__Data under study__
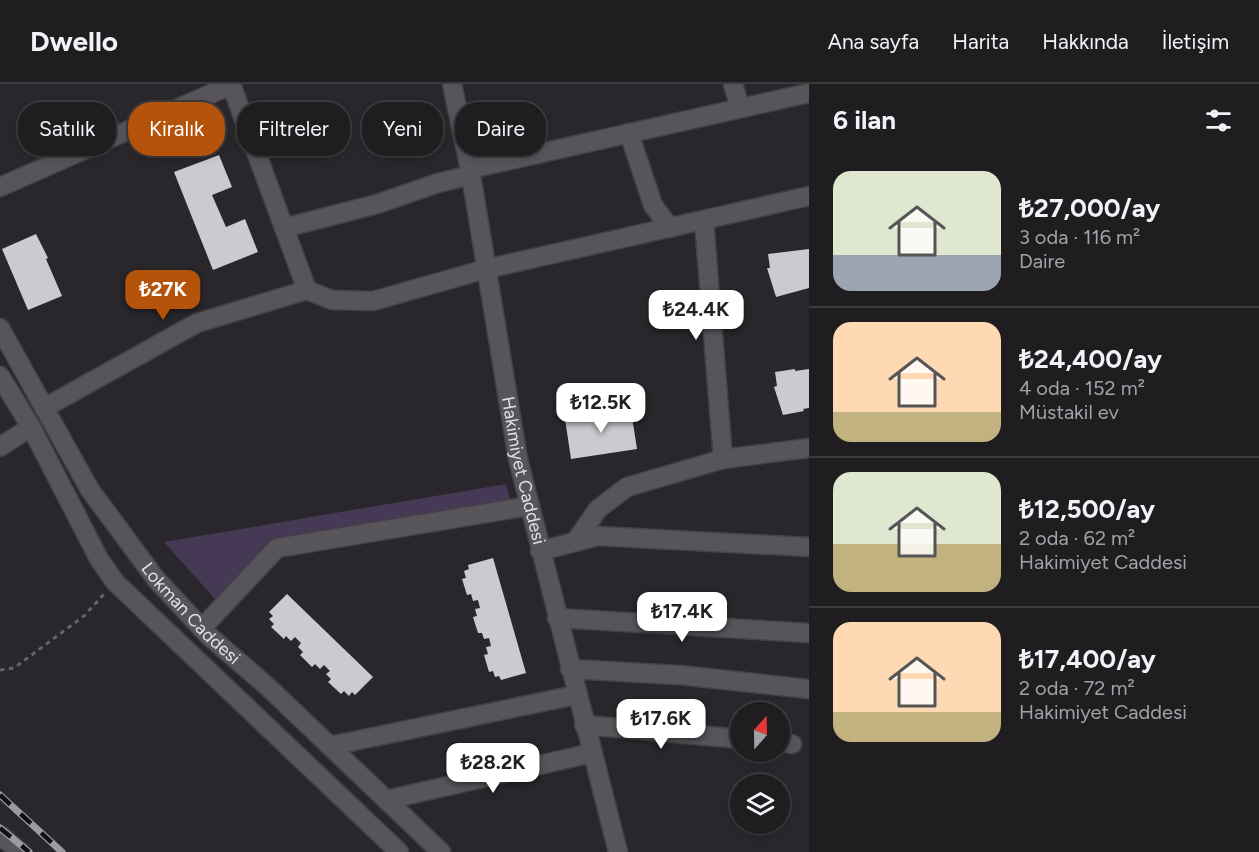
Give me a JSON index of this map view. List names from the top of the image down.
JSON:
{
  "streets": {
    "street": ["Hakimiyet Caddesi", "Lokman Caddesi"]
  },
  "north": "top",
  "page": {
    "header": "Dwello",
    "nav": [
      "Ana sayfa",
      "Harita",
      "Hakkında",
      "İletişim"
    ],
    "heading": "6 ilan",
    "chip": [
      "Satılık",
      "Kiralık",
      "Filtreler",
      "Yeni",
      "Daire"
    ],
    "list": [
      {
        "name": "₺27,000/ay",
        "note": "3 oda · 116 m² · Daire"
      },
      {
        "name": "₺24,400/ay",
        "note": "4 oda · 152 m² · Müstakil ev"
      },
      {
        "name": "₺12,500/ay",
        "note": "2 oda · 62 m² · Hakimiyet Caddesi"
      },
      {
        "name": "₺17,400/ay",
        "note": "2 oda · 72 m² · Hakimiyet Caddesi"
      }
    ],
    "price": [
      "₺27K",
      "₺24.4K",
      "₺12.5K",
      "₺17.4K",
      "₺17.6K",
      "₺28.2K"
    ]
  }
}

__What is required__
Give back the data verbatim. The pictures are not part of the copy.

__Response__
Give me a JSON index of this map view. List names from the top of the image down.
JSON:
{
  "streets": {
    "street": ["Hakimiyet Caddesi", "Lokman Caddesi"]
  },
  "north": "top",
  "page": {
    "header": "Dwello",
    "nav": [
      "Ana sayfa",
      "Harita",
      "Hakkında",
      "İletişim"
    ],
    "heading": "6 ilan",
    "chip": [
      "Satılık",
      "Kiralık",
      "Filtreler",
      "Yeni",
      "Daire"
    ],
    "list": [
      {
        "name": "₺27,000/ay",
        "note": "3 oda · 116 m² · Daire"
      },
      {
        "name": "₺24,400/ay",
        "note": "4 oda · 152 m² · Müstakil ev"
      },
      {
        "name": "₺12,500/ay",
        "note": "2 oda · 62 m² · Hakimiyet Caddesi"
      },
      {
        "name": "₺17,400/ay",
        "note": "2 oda · 72 m² · Hakimiyet Caddesi"
      }
    ],
    "price": [
      "₺27K",
      "₺24.4K",
      "₺12.5K",
      "₺17.4K",
      "₺17.6K",
      "₺28.2K"
    ]
  }
}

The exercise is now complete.